Mediaumat.id – Pengasuh Majlis Baitul Qur’an Ustadz Luthfi Hidayat menuturkan bahwa pada peristiwa Isra’ Mi’raj mengandung banyak pelajaran berharga.
“Kita bangga dan bahagia memiliki Nabi Muhammad SAW yang dalam perjalanan Isra’ dan Mi’rajnya memiliki nilai-nilai, pelajaran berharga tentang kemuliaan kaum Muslim,” ungkapnya di Kabar Petang, Isra’ Mi’raj: Dimensi Spiritual, Ideologi dan Politik, Jumat (17/2/2023) melalui kanal YouTube Khilafah News.
Melalui Isra’ Mi’raj, Allah memperlihatkan tanda-tanda kebesaran-Nya kepada Rasulullah SAW di tengah hambatan dakwah. “Ditambah wafatnya Abu Thalib paman Rasulullah SAW serta istrinya Khadijah, juga penolakan kasar penduduk Thaif, Allah memberikan mukjizat dengan menunjukkan tanda-tana kebesaran-Nya,” bebernya.
Ustadz Luthfi menegaskan, begitu banyak dimensi yang bisa diambil pelajaran dari peristiwa ini terutama dalam kondisi umat yang pada saat ini terombang-ambing dalam peradaban sekuler.
Dimensi Spiritual
Ustadz Luthfi mengatakan, Isra’ Mi’raj ini mengandung dimensi spiritual untuk menguji keyakinan keimanan kepada Allah SWT. “Allah memperjalankan hamba-Nya dari Masjidil Haram di Makkah ke Masjidil Aqsha yang jaraknya 1350 Km, membutuhkan waktu tempuh 40 hari dengan unta tercepat, tapi ini hanya ditempuh kurang dari satu malam. Ini benar-benar ujian keimanan,” ujarnya.
Tidak hanya itu, sambungnya, dalam perjalanan Mi’raj dari langit pertama hingga langit ke tujuh Rasulullah SAW dipertemukan dengan para nabi.

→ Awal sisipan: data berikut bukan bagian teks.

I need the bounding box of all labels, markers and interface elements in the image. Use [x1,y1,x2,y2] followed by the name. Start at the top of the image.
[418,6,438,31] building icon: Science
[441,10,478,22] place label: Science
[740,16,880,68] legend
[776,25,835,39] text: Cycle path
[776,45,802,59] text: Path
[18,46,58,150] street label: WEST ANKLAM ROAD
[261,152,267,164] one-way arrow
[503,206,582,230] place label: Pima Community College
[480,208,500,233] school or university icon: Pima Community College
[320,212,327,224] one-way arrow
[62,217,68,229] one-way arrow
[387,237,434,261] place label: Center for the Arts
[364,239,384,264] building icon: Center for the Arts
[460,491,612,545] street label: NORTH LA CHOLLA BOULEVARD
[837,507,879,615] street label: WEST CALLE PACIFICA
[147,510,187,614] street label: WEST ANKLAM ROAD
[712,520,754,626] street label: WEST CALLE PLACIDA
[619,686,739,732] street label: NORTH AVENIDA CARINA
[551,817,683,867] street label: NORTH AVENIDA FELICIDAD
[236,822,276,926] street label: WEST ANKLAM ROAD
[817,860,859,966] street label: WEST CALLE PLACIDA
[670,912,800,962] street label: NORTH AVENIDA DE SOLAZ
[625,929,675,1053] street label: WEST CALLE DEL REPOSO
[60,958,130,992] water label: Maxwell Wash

Di Sidratul Muntaha diperlihatkan Surga dan Neraka. “Inilah dimensi spiritual yang paling penting untuk diyakini pada peristiwa Isra’ Mi’raj ini,” tegasnya.
Ustadz Luthfi menjelaskan, hadits riwayat Imam Muslim bahwa pada malam Isra’ Mi’raj, Nabi SAW diberi dua bejana minuman berisi khamar dan susu, lalu Nabi SAW meminum susu. Kemudian Jibril as berkata, “Engkau telah diberi petunjuk sesuai fitrah. Seandainya Engkau memilih khamar niscaya sesatlah umatmu.”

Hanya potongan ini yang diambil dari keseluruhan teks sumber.